Of course, I also found out this week that I'm anemic (not a surprise, I was anemic when pregnant with Alexandra) - so that could be playing more than a small part in how exhausted I'm left feeling. Iron supplements with orange juice every morning is supposed to help. We'll see.

This coming Monday will be the start of the third trimester - and I can't help but wonder... how did I manage to get here already?? I have a list of things (well, in my head - I haven't actually written them down yet) that still need to be done in the remaining weeks. And I still need to make my way through those weeks with as little disruption to Alex's schedule (and my own!) as possible.

One of the things I realized today (probably the LEAST important) was that this blog's title isn't really going to work anymore - so I'll be moving my blog to a new URL soon. Since we're moving so soon after the baby is born, I'm not making him a nursery or anything - so this online renovation may have to satisfy those nesting urges. I'm hoping, though, that they'll also be put to work in packing up and purging through our belongings before the big move.

Sunday, February 7, 2010

Superbowl Sunday

It's that time of the year again - and we're getting ready to head out and watch the big game at Buffalo Wild Wings. Good food, football, friends, and can't forget those trivia boards!

Alexandra is absolutely THRILLED that her bestie, Sinikka, is back from Hawaii! They've been playing Webkinz and planning their own PuppyBowl (gee, thanks, Animal Planet!) in the backyard with Violet and Aki (Sinikka's dog, Violet's bff).

I'm rooting for the Saints in a big way - bigger, in fact, than any Superbowl in recent history.

Saturday, February 6, 2010

Holy Cow - Is it February Already??

I'm just coming up for air, it seems, for the first time this semester. I've finished my practicum teaching week, so am looking forward to a lighter schedule from now on. I still can't believe that I'm in the home stretch. One Master's Degree finished and the second one will be done in May!

Alexandra is ensconced in the drama that is the third grade - and of all the craziness in both of our lives, it's this that I fear will be the death of me! How on EARTH do I, as a parent, deal with bullying? Well, frankly, I'm not dealing well with it at all... but it's an issue that keeps coming up (as in almost everyday after school, I'm regaled with details) and I'm constantly feeling at a loss. How do I balance the advice of "toughen up and you'll get through it," which, I do believe, is important, with the more contemporary counsel that bullying isn't okay - and that she needs to say something at school to make it stop?
In a class of thirteen children, how does one eight year old deal with this?
Interestingly, one of the primary culprits of said bullying is in an extracurricular activity with Alexandra this semester (we discovered this morning) and the after-activity report was that she was perfectly friendly during this outside-school class.

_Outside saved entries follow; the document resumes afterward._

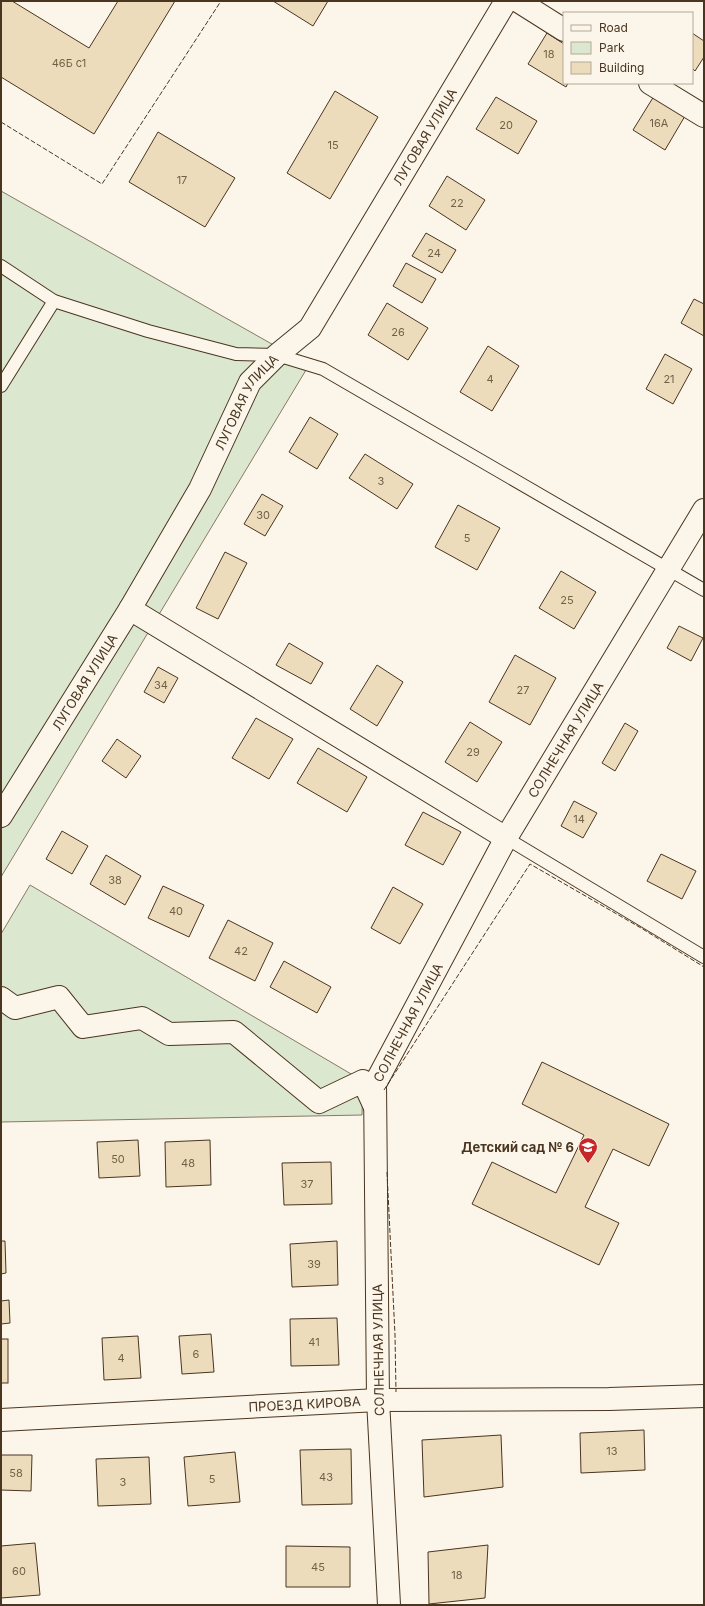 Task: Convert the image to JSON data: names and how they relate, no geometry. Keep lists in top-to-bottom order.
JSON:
{
  "streets": {
    "street": ["ЛУГОВАЯ УЛИЦА", "СОЛНЕЧНАЯ УЛИЦА", "ПРОЕЗД КИРОВА"]
  },
  "crossings": [
    ["СОЛНЕЧНАЯ УЛИЦА", "ПРОЕЗД КИРОВА"]
  ],
  "places": {
    "school or university": ["Детский сад № 6"]
  },
  "house_numbers": [
    "18",
    "46Б с1",
    "16А",
    "20",
    "15",
    "17",
    "22",
    "24",
    "26",
    "4",
    "21",
    "3",
    "30",
    "5",
    "25",
    "34",
    "27",
    "29",
    "14",
    "38",
    "40",
    "42",
    "50",
    "48",
    "37",
    "39",
    "41",
    "6",
    "4",
    "13",
    "58",
    "43",
    "5",
    "3",
    "45",
    "60",
    "18"
  ],
  "legend": ["Road", "Park", "Building"]
} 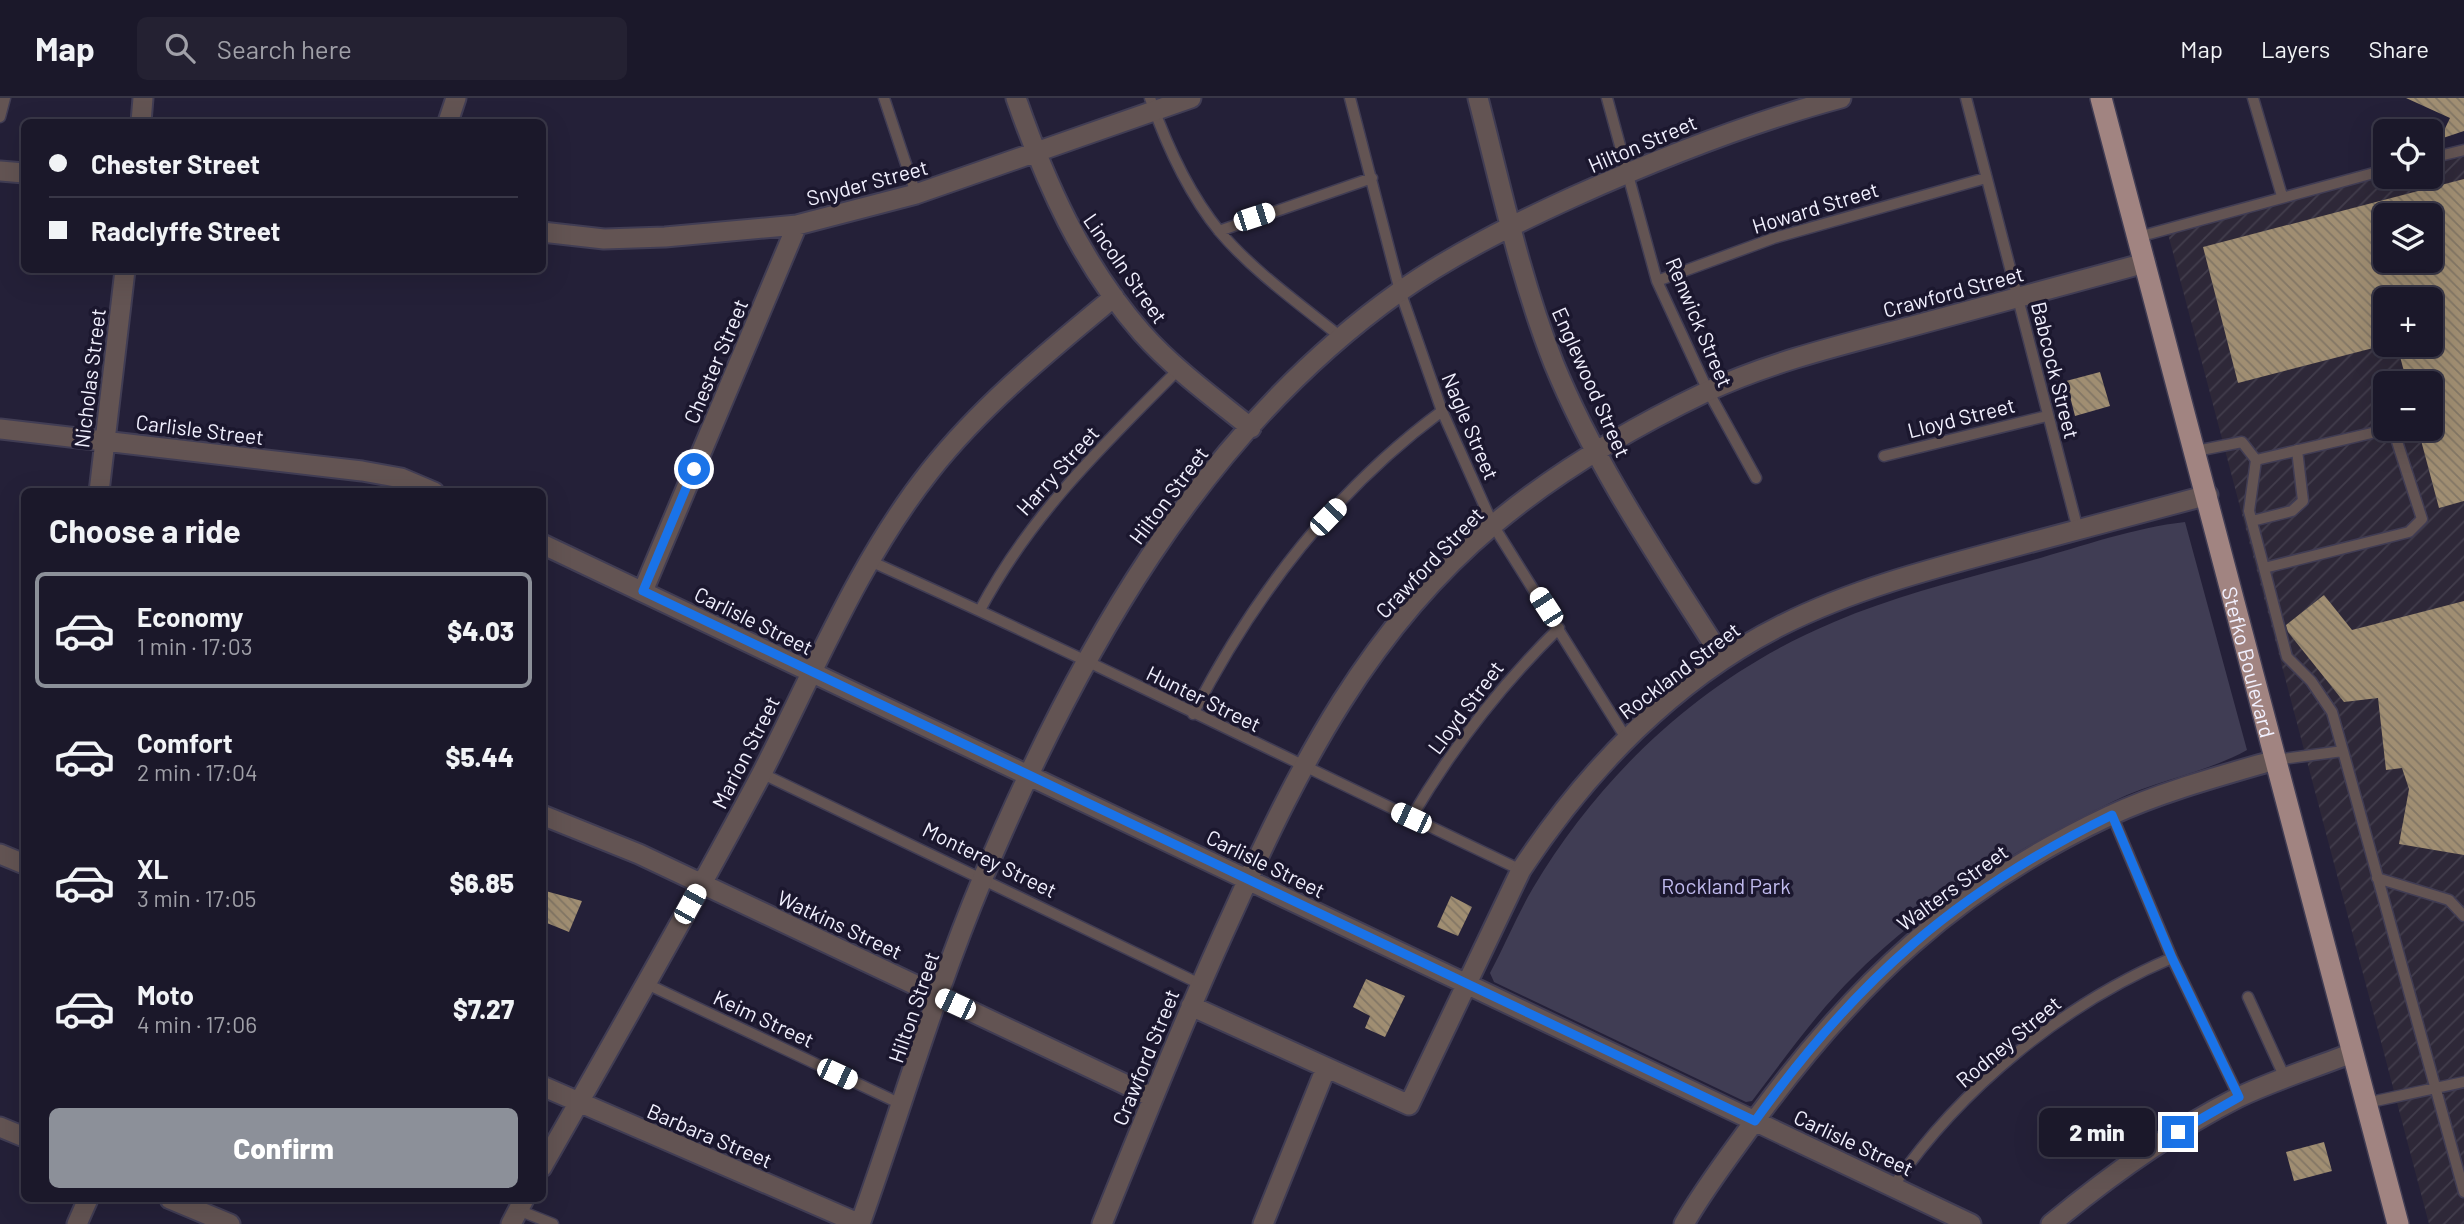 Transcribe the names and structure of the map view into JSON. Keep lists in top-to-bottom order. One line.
{"streets":{"main road":["Stefko Boulevard"],"street":["Hilton Street","Snyder Street","Lincoln Street","Crawford Street","Chester Street","Nicholas Street","Englewood Street","Carlisle Street","Rockland Street","Marion Street","Walters Street","Watkins Street","Barbara Street"],"lane":["Howard Street","Renwick Street","Babcock Street","Lloyd Street","Nagle Street","Harry Street","Hunter Street","Monterey Street","Keim Street","Rodney Street"]},"crossings":[["Hilton Street","Lincoln Street"],["Hilton Street","Renwick Street"],["Hilton Street","Englewood Street"],["Hilton Street","Nagle Street"],["Hilton Street","Carlisle Street"],["Hilton Street","Hunter Street"],["Hilton Street","Monterey Street"],["Hilton Street","Watkins Street"],["Hilton Street","Keim Street"],["Hilton Street","Barbara Street"],["Snyder Street","Lincoln Street"],["Snyder Street","Chester Street"],["Howard Street","Renwick Street"],["Howard Street","Babcock Street"],["Lincoln Street","Harry Street"],["Lincoln Street","Marion Street"],["Crawford Street","Renwick Street"],["Crawford Street","Babcock Street"],["Crawford Street","Englewood Street"],["Crawford Street","Nagle Street"],["Crawford Street","Carlisle Street"],["Crawford Street","Stefko Boulevard"],["Crawford Street","Hunter Street"],["Crawford Street","Monterey Street"],["Crawford Street","Watkins Street"],["Chester Street","Carlisle Street"],["Babcock Street","Lloyd Street"],["Babcock Street","Rockland Street"],["Nicholas Street","Carlisle Street"],["Englewood Street","Rockland Street"],["Lloyd Street","Nagle Street"],["Lloyd Street","Hunter Street"],["Nagle Street","Rockland Street"],["Carlisle Street","Rockland Street"],["Carlisle Street","Marion Street"],["Carlisle Street","Walters Street"],["Carlisle Street","Rodney Street"],["Harry Street","Hunter Street"],["Stefko Boulevard","Rockland Street"],["Stefko Boulevard","Walters Street"],["Rockland Street","Hunter Street"],["Hunter Street","Marion Street"],["Marion Street","Monterey Street"],["Marion Street","Watkins Street"],["Marion Street","Keim Street"],["Marion Street","Barbara Street"]],"parks":["Rockland Park"],"page":{"header":"Map","search":"Search here","nav":["Map","Layers","Share"],"map_buttons":["+","−"],"banner":["Chester Street","Radclyffe Street"],"heading":"Choose a ride","list":[{"name":"Economy","note":"1 min · 17:03","value":"$4.03"},{"name":"Comfort","note":"2 min · 17:04","value":"$5.44"},{"name":"XL","note":"3 min · 17:05","value":"$6.85"},{"name":"Moto","note":"4 min · 17:06","value":"$7.27"}],"buttons":"Confirm","bubble":"2 min"}}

How do I explain to my kiddo that just because she was nice to her in this place, removed from the other girls of their class, doesn't mean she'll be like that on Monday, in their regular class?
How do I convince her as well, that in order to make anything change, to make anything happen, she needs to actually talk to her principal about what happens? She cries to me, but when asked at school, she doesn't want to get anyone in trouble. *sigh*

Did I mention that third graders and their social negotiations may well be the death of me this year?? :)

Volunteering as their art teacher and their Brownie leader isn't exactly knocking off the stress points either - but it gives me a chance to actually watch the interactions and judge how accurate Alexandra's tales are.

So there's school (in a nutshell) and Alexandra (well, a facet) and aside from that, there's the exhaustion that is pregnancy. Just about 27 weeks now and that sleepy feeling is just, at this point, a way of life. I know I was sleepy with my first pregnancy, but I can't help but assume that it's worse this time around (hey, it's nine years later, nine years older, and I'm also balancing school and an almost nine year old now). Of course, women do it all the time - and I can too. Still, I would really love to have the luxury of a daily nap!

Baby has a place to sleep now - I finally broke down and bought a pack-and-play with a bassinet top. I figure that since we're moving only weeks after the blessed event, I don't want to mess with a crib, etc. Baby can sleep next to my bed and it's one less piece of furniture that I'll have to worry about moving.

Oh - I guess that's my stress #4... thinking about moving. Really, I'm hoping that with my now free days, I can spend the next week or two really purging and figuring out what's coming and what's going. I swore, after cleaning out the storage unit before moving to Illinois, I would NEVER put anything in storage again. Unfortunately, I'm not sure how well that oath will hold up - what things do I need? What things can I get rid of? How on EARTH will I deal with the cases upon cases of books?

So, it's the beginning of February and still, technically, the beginning of the spring semester. It's going to be one crazy ride!